### [Task objective]
Identify each line below containing the string "nowrap" and copy it.

##### Records provided #####

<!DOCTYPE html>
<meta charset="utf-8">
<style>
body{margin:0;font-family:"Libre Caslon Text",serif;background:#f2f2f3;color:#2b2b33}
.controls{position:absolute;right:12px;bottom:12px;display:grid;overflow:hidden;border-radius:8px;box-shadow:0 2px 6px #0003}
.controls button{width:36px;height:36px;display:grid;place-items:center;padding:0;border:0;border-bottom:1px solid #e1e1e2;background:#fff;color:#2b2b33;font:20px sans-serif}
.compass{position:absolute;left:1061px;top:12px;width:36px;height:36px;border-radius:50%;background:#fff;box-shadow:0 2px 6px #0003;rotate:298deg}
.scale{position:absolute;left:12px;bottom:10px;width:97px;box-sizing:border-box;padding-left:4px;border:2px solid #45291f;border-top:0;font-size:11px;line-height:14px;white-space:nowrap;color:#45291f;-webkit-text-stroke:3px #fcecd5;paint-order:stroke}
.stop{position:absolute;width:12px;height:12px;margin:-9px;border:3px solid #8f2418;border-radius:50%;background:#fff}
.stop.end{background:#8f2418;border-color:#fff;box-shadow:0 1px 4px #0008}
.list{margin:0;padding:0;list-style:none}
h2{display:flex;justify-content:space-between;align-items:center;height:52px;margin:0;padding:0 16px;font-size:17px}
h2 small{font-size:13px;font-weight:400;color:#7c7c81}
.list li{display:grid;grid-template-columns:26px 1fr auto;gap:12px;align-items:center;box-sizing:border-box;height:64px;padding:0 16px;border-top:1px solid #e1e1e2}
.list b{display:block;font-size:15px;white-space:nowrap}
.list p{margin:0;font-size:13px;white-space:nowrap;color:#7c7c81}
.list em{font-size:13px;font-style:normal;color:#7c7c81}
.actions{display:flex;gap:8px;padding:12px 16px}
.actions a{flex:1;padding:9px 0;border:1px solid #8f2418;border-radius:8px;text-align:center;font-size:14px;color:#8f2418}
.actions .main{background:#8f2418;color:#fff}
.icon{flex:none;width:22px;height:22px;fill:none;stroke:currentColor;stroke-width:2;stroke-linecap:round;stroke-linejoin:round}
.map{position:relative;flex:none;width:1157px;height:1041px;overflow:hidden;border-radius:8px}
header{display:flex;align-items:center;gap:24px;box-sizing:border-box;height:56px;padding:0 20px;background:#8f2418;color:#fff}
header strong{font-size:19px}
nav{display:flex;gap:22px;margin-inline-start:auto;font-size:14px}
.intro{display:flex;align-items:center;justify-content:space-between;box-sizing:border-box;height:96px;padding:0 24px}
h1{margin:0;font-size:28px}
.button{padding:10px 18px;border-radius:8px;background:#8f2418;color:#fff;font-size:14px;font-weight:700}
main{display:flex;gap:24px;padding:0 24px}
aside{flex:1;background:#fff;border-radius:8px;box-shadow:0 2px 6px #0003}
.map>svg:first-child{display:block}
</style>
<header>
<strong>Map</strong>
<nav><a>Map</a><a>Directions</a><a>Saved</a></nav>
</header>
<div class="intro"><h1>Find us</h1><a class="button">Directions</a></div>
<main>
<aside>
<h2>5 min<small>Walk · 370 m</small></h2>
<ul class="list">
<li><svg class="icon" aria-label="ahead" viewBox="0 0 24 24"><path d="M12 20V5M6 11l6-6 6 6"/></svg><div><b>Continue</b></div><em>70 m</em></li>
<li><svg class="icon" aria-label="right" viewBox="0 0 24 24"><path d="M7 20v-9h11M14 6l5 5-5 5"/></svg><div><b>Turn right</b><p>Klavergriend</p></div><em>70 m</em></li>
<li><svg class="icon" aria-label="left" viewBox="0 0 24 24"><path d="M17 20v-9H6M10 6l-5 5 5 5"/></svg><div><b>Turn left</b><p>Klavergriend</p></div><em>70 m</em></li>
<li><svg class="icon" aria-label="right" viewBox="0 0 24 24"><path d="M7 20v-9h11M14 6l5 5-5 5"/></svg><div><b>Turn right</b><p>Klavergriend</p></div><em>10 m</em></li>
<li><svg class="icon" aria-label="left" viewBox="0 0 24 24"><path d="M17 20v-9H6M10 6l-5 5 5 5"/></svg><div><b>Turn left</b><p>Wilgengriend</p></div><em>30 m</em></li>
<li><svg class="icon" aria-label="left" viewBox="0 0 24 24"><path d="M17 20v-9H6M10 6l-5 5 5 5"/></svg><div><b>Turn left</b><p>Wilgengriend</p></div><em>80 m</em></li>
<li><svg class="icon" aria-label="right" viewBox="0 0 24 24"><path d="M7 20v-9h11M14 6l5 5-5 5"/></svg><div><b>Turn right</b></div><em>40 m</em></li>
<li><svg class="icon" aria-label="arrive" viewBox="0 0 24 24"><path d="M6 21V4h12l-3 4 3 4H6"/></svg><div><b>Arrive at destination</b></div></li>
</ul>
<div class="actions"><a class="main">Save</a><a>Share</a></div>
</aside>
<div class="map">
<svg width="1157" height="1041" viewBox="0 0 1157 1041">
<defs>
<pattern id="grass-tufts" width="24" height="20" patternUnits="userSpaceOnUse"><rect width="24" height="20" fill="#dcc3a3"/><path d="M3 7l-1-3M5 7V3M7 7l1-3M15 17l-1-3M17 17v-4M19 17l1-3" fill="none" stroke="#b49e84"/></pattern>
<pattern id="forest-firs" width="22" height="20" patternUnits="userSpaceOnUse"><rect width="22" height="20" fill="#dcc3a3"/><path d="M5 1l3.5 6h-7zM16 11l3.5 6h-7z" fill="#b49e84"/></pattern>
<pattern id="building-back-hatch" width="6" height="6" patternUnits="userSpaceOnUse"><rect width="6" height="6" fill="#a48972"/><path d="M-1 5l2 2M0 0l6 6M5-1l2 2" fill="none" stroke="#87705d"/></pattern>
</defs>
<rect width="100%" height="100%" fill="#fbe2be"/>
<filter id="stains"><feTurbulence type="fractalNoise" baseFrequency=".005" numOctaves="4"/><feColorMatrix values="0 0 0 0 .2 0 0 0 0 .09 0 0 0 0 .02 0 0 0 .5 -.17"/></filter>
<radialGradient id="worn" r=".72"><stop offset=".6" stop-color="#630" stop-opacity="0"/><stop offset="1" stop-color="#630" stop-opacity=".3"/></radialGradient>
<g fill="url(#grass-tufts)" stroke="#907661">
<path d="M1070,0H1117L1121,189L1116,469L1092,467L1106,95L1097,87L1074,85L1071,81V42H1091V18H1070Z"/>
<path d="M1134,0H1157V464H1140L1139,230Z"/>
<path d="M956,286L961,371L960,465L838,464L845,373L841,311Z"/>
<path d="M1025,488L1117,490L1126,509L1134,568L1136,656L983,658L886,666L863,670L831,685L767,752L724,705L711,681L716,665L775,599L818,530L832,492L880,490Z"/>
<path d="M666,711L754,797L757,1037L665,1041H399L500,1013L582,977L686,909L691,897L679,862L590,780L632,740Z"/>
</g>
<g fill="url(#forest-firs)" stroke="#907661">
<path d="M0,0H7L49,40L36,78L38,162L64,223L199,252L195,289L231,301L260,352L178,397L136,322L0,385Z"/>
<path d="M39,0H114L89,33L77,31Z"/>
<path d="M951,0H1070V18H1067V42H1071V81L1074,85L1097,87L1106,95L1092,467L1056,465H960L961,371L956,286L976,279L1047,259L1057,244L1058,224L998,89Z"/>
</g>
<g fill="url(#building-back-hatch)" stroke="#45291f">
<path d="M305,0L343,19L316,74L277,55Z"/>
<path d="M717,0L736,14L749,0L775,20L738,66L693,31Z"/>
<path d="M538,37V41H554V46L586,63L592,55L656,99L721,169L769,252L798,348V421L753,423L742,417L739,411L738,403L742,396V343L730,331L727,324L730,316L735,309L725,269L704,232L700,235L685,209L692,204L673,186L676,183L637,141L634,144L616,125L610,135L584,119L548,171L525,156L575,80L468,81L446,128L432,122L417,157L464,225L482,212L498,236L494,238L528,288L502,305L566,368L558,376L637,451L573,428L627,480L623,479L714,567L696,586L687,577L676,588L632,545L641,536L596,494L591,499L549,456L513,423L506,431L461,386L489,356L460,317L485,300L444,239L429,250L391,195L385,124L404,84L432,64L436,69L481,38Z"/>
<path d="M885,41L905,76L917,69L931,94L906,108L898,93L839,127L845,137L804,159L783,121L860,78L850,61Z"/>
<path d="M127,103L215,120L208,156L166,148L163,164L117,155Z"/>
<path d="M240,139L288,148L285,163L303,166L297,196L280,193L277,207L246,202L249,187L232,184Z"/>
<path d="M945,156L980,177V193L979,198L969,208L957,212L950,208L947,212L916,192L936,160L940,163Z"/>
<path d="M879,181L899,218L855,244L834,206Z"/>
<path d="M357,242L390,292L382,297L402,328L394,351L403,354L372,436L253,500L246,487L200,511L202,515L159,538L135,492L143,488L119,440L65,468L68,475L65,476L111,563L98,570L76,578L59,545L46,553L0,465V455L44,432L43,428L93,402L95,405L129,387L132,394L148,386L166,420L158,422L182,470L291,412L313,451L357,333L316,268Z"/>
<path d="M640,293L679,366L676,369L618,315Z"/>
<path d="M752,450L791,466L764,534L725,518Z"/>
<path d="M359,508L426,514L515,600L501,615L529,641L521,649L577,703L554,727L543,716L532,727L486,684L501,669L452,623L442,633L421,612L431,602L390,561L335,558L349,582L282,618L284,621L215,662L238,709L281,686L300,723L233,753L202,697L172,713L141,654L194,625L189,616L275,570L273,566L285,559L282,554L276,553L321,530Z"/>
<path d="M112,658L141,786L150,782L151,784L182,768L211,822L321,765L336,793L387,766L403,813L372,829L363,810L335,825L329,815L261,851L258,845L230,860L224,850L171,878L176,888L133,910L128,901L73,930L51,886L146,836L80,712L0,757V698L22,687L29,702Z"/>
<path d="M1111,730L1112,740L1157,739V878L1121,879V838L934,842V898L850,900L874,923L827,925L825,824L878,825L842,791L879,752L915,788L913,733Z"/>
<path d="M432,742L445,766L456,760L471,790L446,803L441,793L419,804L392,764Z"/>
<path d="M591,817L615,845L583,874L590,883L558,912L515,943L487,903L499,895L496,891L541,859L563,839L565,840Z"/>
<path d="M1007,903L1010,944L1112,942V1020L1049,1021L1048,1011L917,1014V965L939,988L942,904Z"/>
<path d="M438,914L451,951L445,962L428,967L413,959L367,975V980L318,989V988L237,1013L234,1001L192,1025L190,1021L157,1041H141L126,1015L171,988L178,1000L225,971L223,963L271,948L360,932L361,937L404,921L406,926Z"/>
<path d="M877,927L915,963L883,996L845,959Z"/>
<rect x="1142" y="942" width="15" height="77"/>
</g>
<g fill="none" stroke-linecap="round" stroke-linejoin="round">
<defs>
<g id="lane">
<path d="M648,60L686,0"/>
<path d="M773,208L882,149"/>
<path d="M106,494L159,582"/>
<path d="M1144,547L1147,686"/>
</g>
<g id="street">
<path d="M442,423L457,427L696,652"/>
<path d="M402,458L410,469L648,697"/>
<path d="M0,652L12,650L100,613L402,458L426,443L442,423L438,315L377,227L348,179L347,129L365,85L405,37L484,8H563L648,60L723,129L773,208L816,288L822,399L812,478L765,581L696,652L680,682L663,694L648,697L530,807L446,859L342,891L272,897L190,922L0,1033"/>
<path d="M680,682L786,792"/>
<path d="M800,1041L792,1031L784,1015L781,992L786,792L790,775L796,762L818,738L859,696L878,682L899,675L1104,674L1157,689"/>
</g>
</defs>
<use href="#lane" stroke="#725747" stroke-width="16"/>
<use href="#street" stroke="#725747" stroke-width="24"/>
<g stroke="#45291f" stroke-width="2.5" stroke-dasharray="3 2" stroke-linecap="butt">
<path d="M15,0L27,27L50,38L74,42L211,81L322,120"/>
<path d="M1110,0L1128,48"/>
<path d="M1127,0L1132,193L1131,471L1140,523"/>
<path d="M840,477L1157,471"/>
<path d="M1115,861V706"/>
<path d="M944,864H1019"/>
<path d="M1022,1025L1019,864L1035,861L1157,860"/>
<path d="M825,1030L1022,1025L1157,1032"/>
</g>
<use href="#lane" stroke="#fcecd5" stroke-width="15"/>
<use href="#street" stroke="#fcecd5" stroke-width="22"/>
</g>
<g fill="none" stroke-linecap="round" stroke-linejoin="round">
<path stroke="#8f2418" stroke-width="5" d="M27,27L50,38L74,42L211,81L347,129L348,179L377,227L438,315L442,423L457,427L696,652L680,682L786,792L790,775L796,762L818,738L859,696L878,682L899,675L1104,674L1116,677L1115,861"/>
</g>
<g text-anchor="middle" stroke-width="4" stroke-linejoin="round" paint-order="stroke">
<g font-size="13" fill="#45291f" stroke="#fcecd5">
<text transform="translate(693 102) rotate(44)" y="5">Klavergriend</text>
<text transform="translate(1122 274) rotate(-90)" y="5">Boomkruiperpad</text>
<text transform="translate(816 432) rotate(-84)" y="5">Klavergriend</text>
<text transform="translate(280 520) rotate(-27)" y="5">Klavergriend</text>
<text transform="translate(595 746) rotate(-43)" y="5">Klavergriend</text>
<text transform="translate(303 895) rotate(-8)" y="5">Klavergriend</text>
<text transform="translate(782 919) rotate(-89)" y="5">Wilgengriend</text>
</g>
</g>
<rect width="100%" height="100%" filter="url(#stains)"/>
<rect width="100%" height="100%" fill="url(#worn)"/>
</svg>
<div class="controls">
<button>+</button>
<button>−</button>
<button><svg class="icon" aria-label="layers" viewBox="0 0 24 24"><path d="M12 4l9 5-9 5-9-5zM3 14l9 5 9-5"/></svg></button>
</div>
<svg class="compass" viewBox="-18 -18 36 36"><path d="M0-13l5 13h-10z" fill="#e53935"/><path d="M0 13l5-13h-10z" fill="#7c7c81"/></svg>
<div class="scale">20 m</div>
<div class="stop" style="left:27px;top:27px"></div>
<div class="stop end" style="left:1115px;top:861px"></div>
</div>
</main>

#####

### [Task solution]
.scale{position:absolute;left:12px;bottom:10px;width:97px;box-sizing:border-box;padding-left:4px;border:2px solid #45291f;border-top:0;font-size:11px;line-height:14px;white-space:nowrap;color:#45291f;-webkit-text-stroke:3px #fcecd5;paint-order:stroke}
.list b{display:block;font-size:15px;white-space:nowrap}
.list p{margin:0;font-size:13px;white-space:nowrap;color:#7c7c81}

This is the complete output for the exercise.